The Haldane Capital Project will break ground on June 16, 2026. By the start of the 2026-2027 school year, the eastern stairwell of the High School will be gone, dismantled under the oversight of The Palombo Group, the Newburgh and Poughkeepsie-based construction group that specializes in Capital Projects and is the main contractor of the development.
The construction was approved on November 19, 2024 by members of the Haldane community. According to High School Principal Julia Sniffen, it will bring some much-needed changes to the high school. The changes include a new student center, security vestibule, STEAM (Science, Technology, Engineering, Art, and Math) innovation lab, woodshop, art classroom, and student support center.
The first phase of the project, which is set to finish in December of 2027, includes all of the aforementioned infrastructure changes and will leave a large portion of the eastern hill and wing of the high school inaccessible to students. “If you’ve ever lived through a construction project at your house, you know, redoing kitchens or bedrooms or bathrooms, you kind of have to pivot a little bit in terms of what it is that you do,” Sniffen said, referring to the impact of the construction on students and staff. While construction is ongoing, students and staff will have to deal with the loss of lockers, different paths to the Mabel Merritt building, and altered driving patterns to accommodate the construction ; however, the classrooms on the eastern side of the building will not be affected directly.
Sniffen said that during the school year, construction will mostly be contained to a time period from around 3 p.m. to the noise ordinance of 9 p.m. During the school day, construction must be kept under 60 decibels according to section 155.5 of the rules and regulations of the New York State Education Department. “As a community, we have to make sure that we’re on top of the construction.

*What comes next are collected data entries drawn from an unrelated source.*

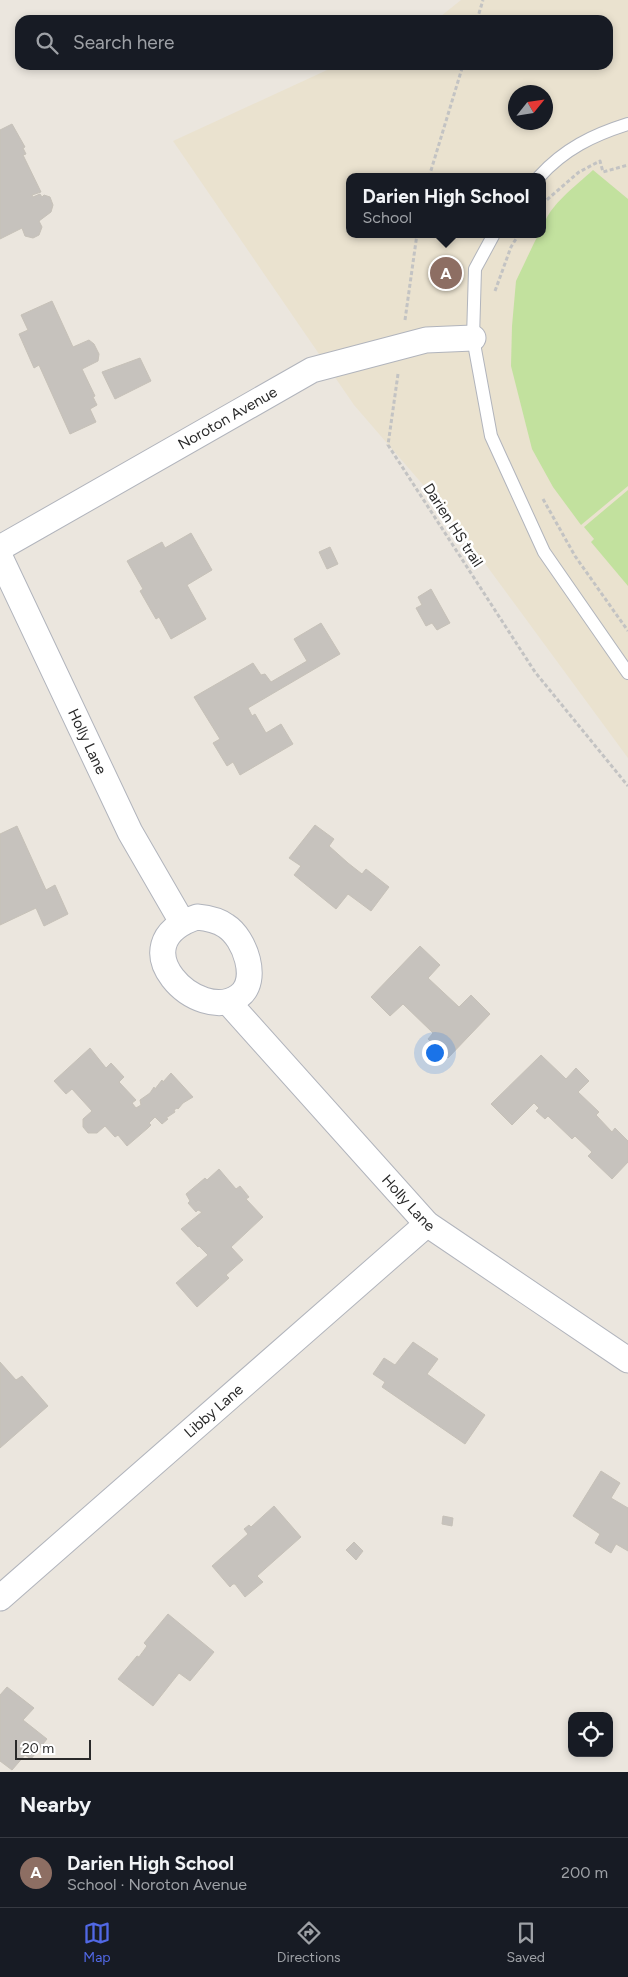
<!DOCTYPE html>
<html lang="en">
<head>
<meta charset="utf-8">
<style>
  :root { --surface:#171b24; --page:#20242c; --text:#f1f3f6; --muted:#9ea1a6; --line:#363941; --accent:#5168e5 }
  body { margin:0; font-family:Figtree,sans-serif; background:var(--page); color:var(--text) }
  .controls { position:absolute; right:15px; bottom:15px; display:grid; overflow:hidden; border-radius:10px; box-shadow:0 2px 8px #0003 }
  .controls button { width:45px; height:45px; display:grid; place-items:center; padding:0; border:0; border-bottom:1px solid var(--line); background:var(--surface); color:var(--text); font:25px sans-serif }
  .compass { position:absolute; left:508px; top:85px; width:45px; height:45px; border-radius:50%; background:var(--surface); box-shadow:0 2px 8px #0003; rotate:60deg }
  .scale { position:absolute; left:15px; bottom:12px; width:76px; box-sizing:border-box; padding-left:5px; border:2px solid #2a2a2a; border-top:0; font-size:14px; line-height:18px; white-space:nowrap; color:#2a2a2a; -webkit-text-stroke:4px #fff; paint-order:stroke }
  .you { position:absolute; left:434px; top:1052px; width:18px; height:18px; margin:-12px; border:4px solid #fff; border-radius:50%; background:#1a73e8; box-shadow:0 0 0 8px #1a73e833 }
  .badge { display:grid; place-items:center; width:32px; height:32px; border-radius:50%; background:var(--accent); color:#fff; font-size:16px; font-weight:700 }
  .pin { position:absolute; translate:-50% -50%; border:2px solid #fff; box-shadow:0 1px 5px #0006 }
  .popup { position:absolute; left:346px; top:173px; width:200px; height:65px; box-sizing:border-box; display:grid; place-content:center; border-radius:10px; background:var(--surface); filter:drop-shadow(0 1px 4px #0005); font-size:16px; white-space:nowrap; color:var(--muted) }
  .popup b { font-size:19px; color:var(--text) }
  .popup::after { content:''; position:absolute; left:50%; top:100%; margin-left:-10px; border:10px solid transparent; border-top-color:var(--surface) }
  .list { margin:0; padding:0; list-style:none }
  h2 { display:flex; justify-content:space-between; align-items:center; height:65px; margin:0; padding:0 20px; font-size:21px }
  h2 small { font-size:16px; font-weight:400; color:var(--muted) }
  .list li { display:grid; grid-template-columns:32px 1fr auto; gap:15px; align-items:center; box-sizing:border-box; height:70px; padding:0 20px; border-top:1px solid var(--line) }
  .list b { display:block; font-size:19px; white-space:nowrap }
  .list p { margin:0; font-size:16px; white-space:nowrap; color:var(--muted) }
  .list em { font-size:16px; font-style:normal; color:var(--muted) }
  .icon { flex:none; width:28px; height:28px; fill:none; stroke:currentColor; stroke-width:2; stroke-linecap:round; stroke-linejoin:round }
  .map { position:relative; flex:none; width:628px; height:1772px; overflow:hidden }
  .search { position:absolute; background:var(--surface); box-shadow:0 2px 8px #0003; left:15px; right:15px; top:15px; height:55px; display:flex; align-items:center; gap:12px; box-sizing:border-box; padding:0 18px; border-radius:15px; color:var(--muted); font-size:19px }
  .sheet { height:135px; background:var(--surface) }
  nav { display:flex; justify-content:space-around; align-items:center; box-sizing:border-box; height:70px; border-top:1px solid var(--line); background:var(--surface); font-size:14px; color:var(--muted) }
  nav a { display:grid; justify-items:center; gap:2px }
  nav .on { color:var(--accent) }
  .map>svg:first-child { display:block }
  .education { fill:#eae2cf; fill-rule:evenodd }
  .pitch { fill:#c2e19e }
  .building { fill:#c6c2bd; stroke:#c6c1b8 }
  .lines { fill:none; stroke-linecap:round; stroke-linejoin:round }
  .service-casing { stroke:#b1b4bc; stroke-width:14 }
  .minor-casing { stroke:#b1b4bc; stroke-width:27 }
  .path { stroke:#c3c3c3; stroke-width:3; stroke-dasharray:4 2.5; stroke-linecap:butt }
  .service { stroke:#fff; stroke-width:12 }
  .minor { stroke:#fff; stroke-width:25 }
  .labels { text-anchor:middle; dominant-baseline:central; stroke-width:5; stroke-linejoin:round; paint-order:stroke }
  .street-label { font-size:15px; fill:#2a2a2a; stroke:#fff }
</style>
</head>
<body>
<div class="map">
<svg width="628" height="1772" viewBox="0 0 628 1772">
  <rect width="100%" height="100%" fill="#ebe6de"/>
  <!-- education -->
  <path class="education" d="M461 0H628V758L450 516 354 405 173 141 338 65H608V20H436ZM516 92H546V122H516ZM350 177H542V234H350Z"/>
  <!-- pitch -->
  <g class="pitch">
    <path d="M593 170 628 199V486L581 525 553 487 532 449 511 366 512 326 516 281 535 241 539 234H542C542 210 577 185 593 170Z"/>
    <polygon points="628,490 628,586 591,542 594,539 584,527"/>
  </g>
  <!-- building -->
  <g class="building">
    <polygon points="12,124 25,147 23,148 26,154 23,155 41,192 32,195 33,197 40,194 42,197 44,195 50,197 53,205 51,212 39,221 42,227 39,235 33,238 25,236 22,228 0,239 0,130"/>
    <polygon points="52,301 73,347 89,340 94,344 99,354 98,361 82,369 95,396 93,397 97,405 90,409 96,422 70,434 39,365 34,368 19,334 28,330 21,315"/>
    <polygon points="140,358 151,381 115,399 102,372"/>
    <polygon points="191,533 212,570 187,585 206,619 171,639 159,617 156,619 140,591 143,589 127,561 162,542 165,548"/>
    <polygon points="330,547 338,564 327,569 319,552"/>
    <polygon points="431,589 450,623 437,630 432,623 426,626 416,608 422,605 418,597"/>
    <polygon points="321,623 340,654 248,708 252,716 255,714 266,733 281,724 293,744 240,775 233,762 227,766 213,743 220,739 194,697 253,663 261,675 265,674 271,682 307,661 294,639"/>
    <polygon points="315,825 334,839 329,846 348,863 362,874 366,869 389,887 371,911 348,894 336,909 294,875 301,866 289,858"/>
    <polygon points="17,826 46,890 55,885 68,914 44,926 36,908 0,925 0,834"/>
    <polygon points="420,946 440,965 428,978 459,1007 471,995 490,1014 448,1058 428,1039 433,1033 403,1004 390,1016 371,997"/>
    <polygon points="90,1048 106,1068 111,1063 124,1077 119,1082 136,1100 132,1103 136,1108 141,1105 140,1100 150,1093 154,1087 155,1089 162,1080 163,1082 171,1073 193,1097 183,1103 178,1109 177,1108 174,1110 175,1112 166,1118 168,1119 162,1124 155,1117 149,1123 151,1125 148,1128 127,1146 118,1135 115,1137 105,1126 97,1133 88,1133 83,1127 83,1119 92,1111 72,1089 66,1094 54,1081"/>
    <polygon points="541,1055 566,1079 576,1068 589,1081 578,1092 599,1112 596,1115 612,1132 615,1128 628,1141 628,1162 612,1179 588,1156 592,1152 575,1136 572,1139 548,1116 545,1119 536,1111 539,1108 534,1103 512,1125 491,1104"/>
    <polygon points="219,1169 236,1189 240,1186 249,1197 246,1199 263,1217 231,1247 243,1260 226,1275 229,1278 197,1307 176,1283 208,1255 199,1246 198,1247 181,1229 202,1212 198,1210 196,1212 188,1203 190,1201 186,1194 205,1178 207,1180"/>
    <polygon points="413,1342 438,1359 427,1374 485,1415 465,1444 382,1387 385,1382 373,1374 384,1358 395,1365"/>
    <polygon points="0,1362 16,1380 22,1376 48,1406 0,1448"/>
    <polygon points="601,1471 620,1483 611,1498 628,1508 628,1551 616,1544 611,1553 595,1543 600,1534 573,1516"/>
    <polygon points="274,1506 301,1537 257,1576 263,1582 245,1597 235,1584 233,1584 230,1587 212,1566 248,1534 244,1529 249,1525 251,1527"/>
    <polygon points="443,1516 453,1518 452,1526 442,1524"/>
    <polygon points="354,1542 363,1551 356,1560 346,1550"/>
    <polygon points="168,1614 214,1652 190,1681 179,1673 153,1706 118,1679 137,1656 139,1657 147,1646 144,1643"/>
    <polygon points="7,1687 34,1708 23,1720 47,1739 31,1759 25,1755 12,1770 0,1761 0,1695"/>
  </g>
  <g class="lines">
    <defs>
      <g id="service">
        <path d="M539 177C564 149 593 135 628 124"/>
        <polyline points="494,234 475,269 473,338 491,436 544,552 628,673"/>
      </g>
      <g id="minor">
        <path id="s1" d="M0 548 312 370 426 340 473 338"/>
        <path id="s2" d="M0 557 130 832 182 922"/>
        <path d="M197 917C207 918 218 920 226 926 245 938 260 981 239 996 199 1026 116 944 197 917Z"/>
        <path id="s3" d="M228 1002 427 1224 628 1360"/>
        <path id="s4" d="M0 1598 427 1224"/>
      </g>
    </defs>
    <!-- service casing -->
    <use href="#service" class="service-casing"/>
    <!-- minor casing -->
    <use href="#minor" class="minor-casing"/>
    <!-- path -->
    <g class="path">
      <polyline points="477,20 483,0"/>
      <polyline points="429,177 463,65"/>
      <polyline points="542,204 579,172 600,161 603,172 628,165"/>
      <polyline points="495,291 511,247 519,234"/>
      <polyline points="405,320 417,234"/>
      <polyline points="398,374 388,445 535,672 628,786"/>
      <polyline points="543,499 575,556 628,631"/>
    </g>
    <!-- service -->
    <use href="#service" class="service"/>
    <!-- minor -->
    <use href="#minor" class="minor"/>
  </g>
  <g class="labels">
    <!-- street labels -->
    <g class="street-label">
      <text stroke="none"><textPath href="#s1" startOffset="262">Noroton Avenue</textPath></text>
      <text transform="translate(453 525) rotate(57)">Darien HS trail</text>
      <text stroke="none"><textPath href="#s2" startOffset="204">Holly Lane</textPath></text>
      <text stroke="none"><textPath href="#s3" startOffset="270">Holly Lane</textPath></text>
      <text stroke="none"><textPath href="#s4" startOffset="284">Libby Lane</textPath></text>
    </g>
  </g>
</svg>
<div class="controls">
<button><svg class="icon" aria-label="locate" viewBox="0 0 24 24"><circle cx="12" cy="12" r="6"/><path d="M12 2v4M12 18v4M2 12h4M18 12h4"/></svg></button>
</div>
<svg class="compass" viewBox="-18 -18 36 36"><path d="M0-13l5 13h-10z" fill="#e53935"/><path d="M0 13l5-13h-10z" fill="#9ea1a6"/></svg>
<div class="scale">20 m</div>
<div class="you"></div>
<div class="pin badge" style="left:446px;top:273px;background:#8d6e63">A</div>
<div class="popup"><b>Darien High School</b>School</div>
<div class="search"><svg class="icon" aria-label="search" viewBox="0 0 24 24"><circle cx="10" cy="10" r="6"/><path d="M15 15l6 6"/></svg>Search here</div>
</div>
<section class="sheet">
<h2>Nearby<small></small></h2>
<ul class="list">
<li><span class="badge" style="background:#8d6e63">A</span><div><b>Darien High School</b><p>School · Noroton Avenue</p></div><em>200 m</em></li>
</ul>
</section>
<nav>
<a class="on"><svg class="icon" aria-label="map" viewBox="0 0 24 24"><path d="M3 6l6-2 6 2 6-2v14l-6 2-6-2-6 2zM9 4v14M15 6v14"/></svg>Map</a>
<a><svg class="icon" aria-label="directions" viewBox="0 0 24 24"><path d="M12 3l9 9-9 9-9-9zM9 14v-3h6M13 9l2 2-2 2"/></svg>Directions</a>
<a><svg class="icon" aria-label="saved" viewBox="0 0 24 24"><path d="M7 4h10v16l-5-4-5 4z"/></svg>Saved</a>
</nav>
</body>
</html>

We’re paying attention to what’s going on. We’re making sure things are getting done the way we would expect them to get done. And that’s going to take oversight,” Sniffen said.
Once the dust settles and the project is complete, the Mabel Merritt Building will be eliminated as an instructional space. The new classrooms created will be used by the teachers who currently teach classes in the Mabel Merritt Building.
French teacher Amy Hopkin, who teaches on the first floor of the Mabel Merritt Building, appreciates how the Mabel Merritt can be “a little calmer than the hustle and bustle of the main high school,” but she feels it can also be too disconnected. The Mabel Merritt’s out-of-the-way location can sometimes lead to miscommunication between the main building and the instructors who teach outside of it. “A lot of communication happens face to face, and being in the Mabel Merritt, I’m not always in the know,” Hopkin said. Another problem she referenced was the support pillars that stand in the middle of most classrooms in the Mabel Merritt, blocking students’ view during class times.
The problems with the Mabel Merritt building go beyond communication and columns. According to Sniffen, handicap accessibility is an issue for classrooms on the second floor of the building. “We have students on crutches…[and] in all kinds of situations that prevent them from being able to go to class, so that clearly is a concern,” Sniffen said.
One such student is junior Griffin Lucca, who, following an injury that damaged his meniscus, was confined to the use of crutches for mobility while he recovered. Because the second floor of the Mabel Merritt Building is only accessible through a narrow stairwell, injured students like Lucca cannot make it to the Spanish classrooms in that part of the school. As a result, Lucca had to attend class virtually while sitting in the hallways of the Main building. “[Virtual Spanish] definitely made it more difficult as I was forced to try and focus while being in the hallway or the loud office making it hard to pay attention, I also wasn’t able to complete certain assignments, like quizzes for example, during class so I had more work to catch up on, and I also missed out on being able to ask friends for help or easily get help on specific questions,” said Lucca.
Problems like Lucca’s will be helped by the project’s completion. For Principal Sniffen, the goal is to ensure that happens according to plan. “It matters to me a lot that it’s done right. And it’s done the way we intended to be done,” Sniffen said.